In my musings, I have been trying to understand how anesthesia works. Especially the kind of anesthesia where it's said you are awake and responsive, but have no memory of it afterwards; you have amnesia. I can only think that if this is true, brain cells must have been destroyed, kind of a virtual lobotomy. I have tried to ask anesthesiologists about how this works, but to no avail. They just don't answer. In the mandated pre-surgical "consult" the anesthesiologist wants only to employ her or his skills, namely to render you unconscious so they can get on with their job, and the next patient. I've asked a nurse, and she answered, indicating that the "awake and responsive" is merely a medical term, not meaning what most would think. She had no documentation for her reasoning, however.

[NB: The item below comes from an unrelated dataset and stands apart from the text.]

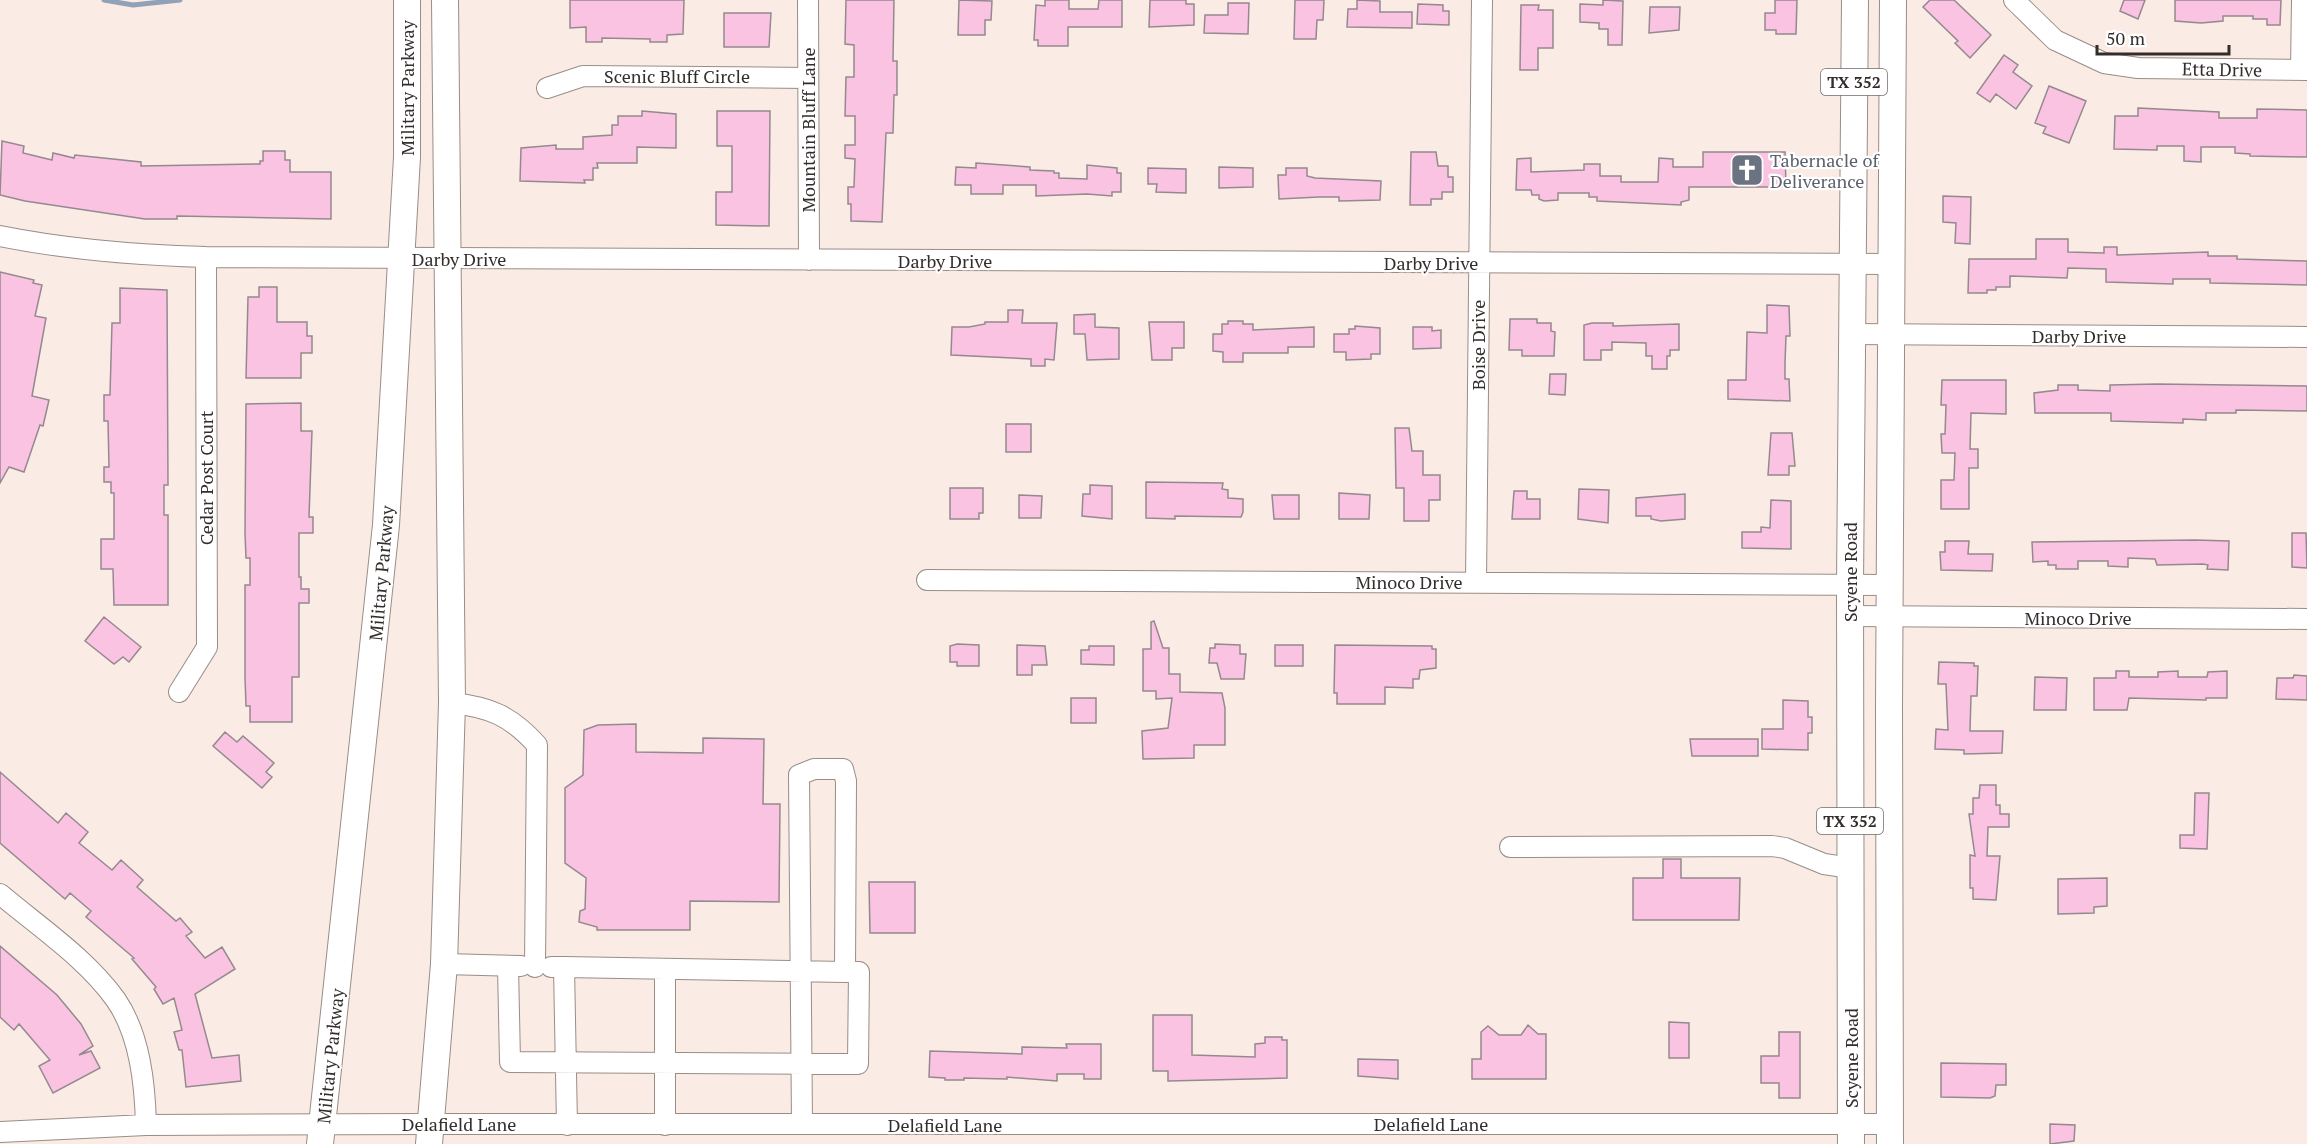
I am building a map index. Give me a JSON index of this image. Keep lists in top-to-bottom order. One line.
{"streets":{"main road":["TX 352","Military Parkway","Scyene Road"],"street":["Etta Drive","Scenic Bluff Circle","Mountain Bluff Lane","Darby Drive","Boise Drive","Cedar Post Court","Minoco Drive","Delafield Lane"]},"crossings":[["Scenic Bluff Circle","Mountain Bluff Lane"],["TX 352","Darby Drive"],["TX 352","Minoco Drive"],["TX 352","Delafield Lane"],["Military Parkway","Darby Drive"],["Military Parkway","Delafield Lane"],["Mountain Bluff Lane","Darby Drive"],["Darby Drive","Boise Drive"],["Darby Drive","Cedar Post Court"],["Darby Drive","Scyene Road"],["Boise Drive","Minoco Drive"],["Scyene Road","Minoco Drive"],["Scyene Road","Delafield Lane"]],"places":{"church":["Tabernacle of Deliverance"]},"scale_bar":"50 m"}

Now I read that some are tracing the dementia they are experiencing to the effects of anesthesia. One man says after being administered Versid he lost memory of all that happened for several weeks afterwards. Another claims to have sporadic episodes of dementia which he attributes to surgical anesthesia. Evidently, the relationship between dementia and anesthesia is under study, though it would seem sponsorship of such studies would be hard to come by, certainly not from any of the pharmaceutical or medical communities.

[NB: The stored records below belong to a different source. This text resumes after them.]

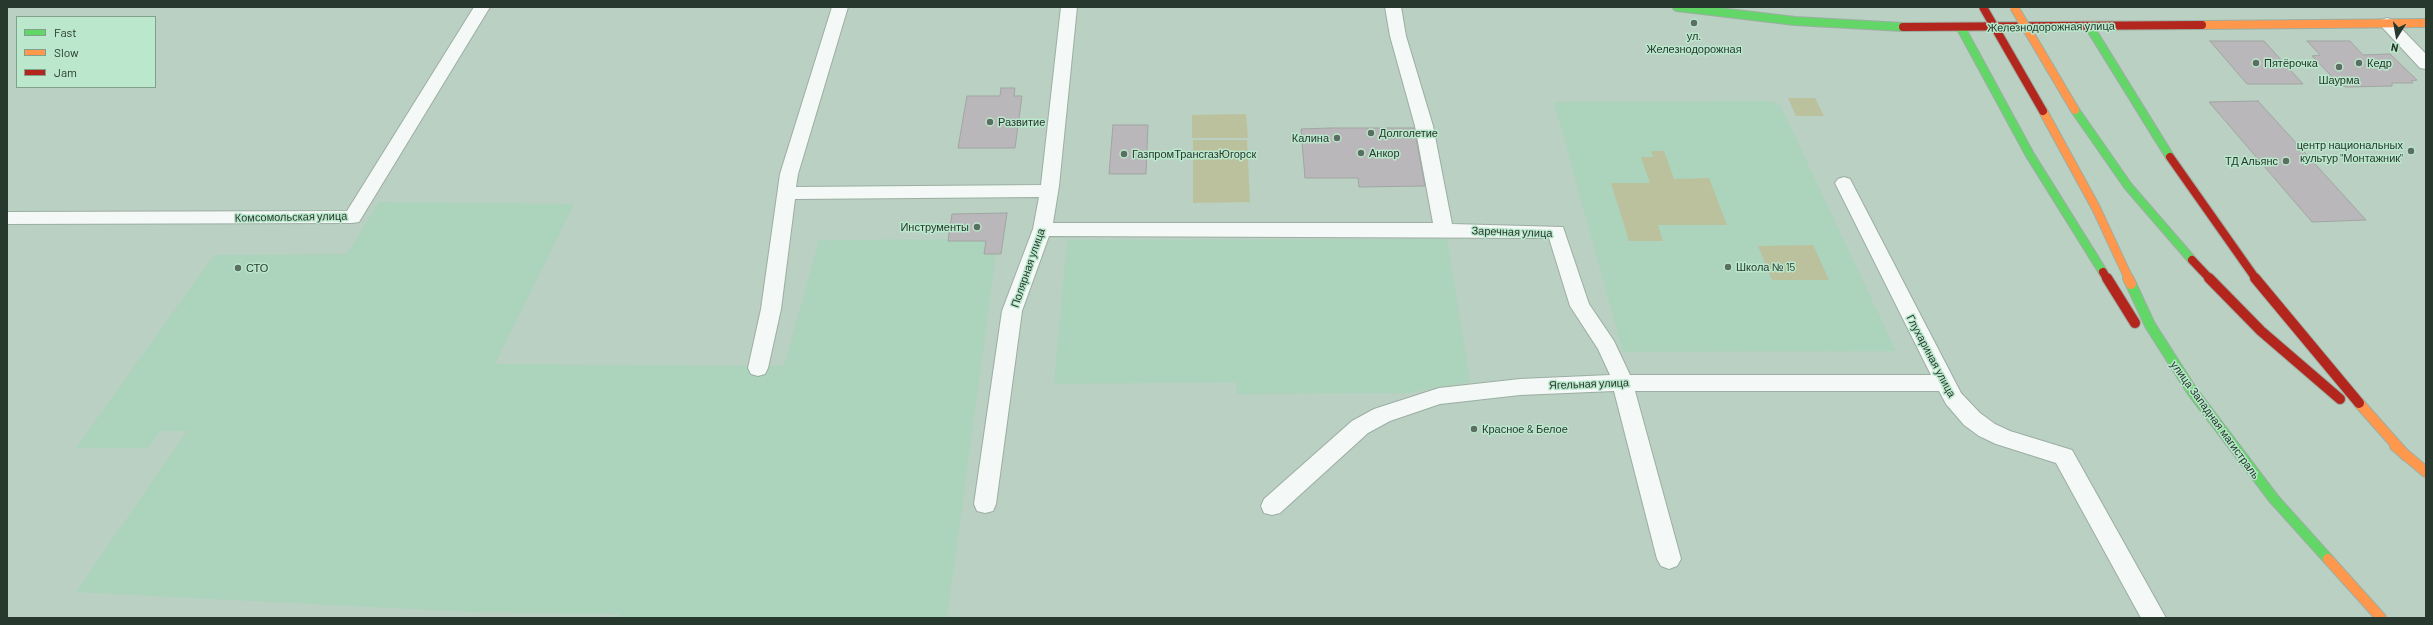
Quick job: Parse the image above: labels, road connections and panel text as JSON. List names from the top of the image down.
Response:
{
  "streets": {
    "main road": ["Железнодорожная улица", "улица Западная магистраль"],
    "street": [
      "Комсомольская улица",
      "Заречная улица",
      "Полярная улица",
      "Глухариная улица",
      "Ягельная улица"
    ]
  },
  "crossings": [
    ["Заречная улица", "Ягельная улица"],
    ["Глухариная улица", "Ягельная улица"]
  ],
  "places": [
    "ул. Железнодорожная",
    "Пятёрочка",
    "Кедр",
    "Шаурма",
    "Развитие",
    "Долголетие",
    "Калина",
    "центр национальных культур \"Монтажник\"",
    "Анкор",
    "ГазпромТрансгазЮгорск",
    "ТД Альянс",
    "Инструменты",
    "Школа № 15",
    "СТО",
    "Красное & Белое"
  ],
  "legend": ["Fast", "Slow", "Jam"],
  "north": "bottom"
}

I have always thought that if something can essentially destroy the function of brain cells, how can that function ever be recovered? (During the preparations for my last surgery,when the anesthesiologist was present, as well as several other attendants, I recall those dread white stockings being put on my legs, and then other measures being taken. I asked if this was the part that I would have no memory of later. Someone answered yes, and I said it seems like I would remember. And then nothing. It's probable that I woke up less smart than before.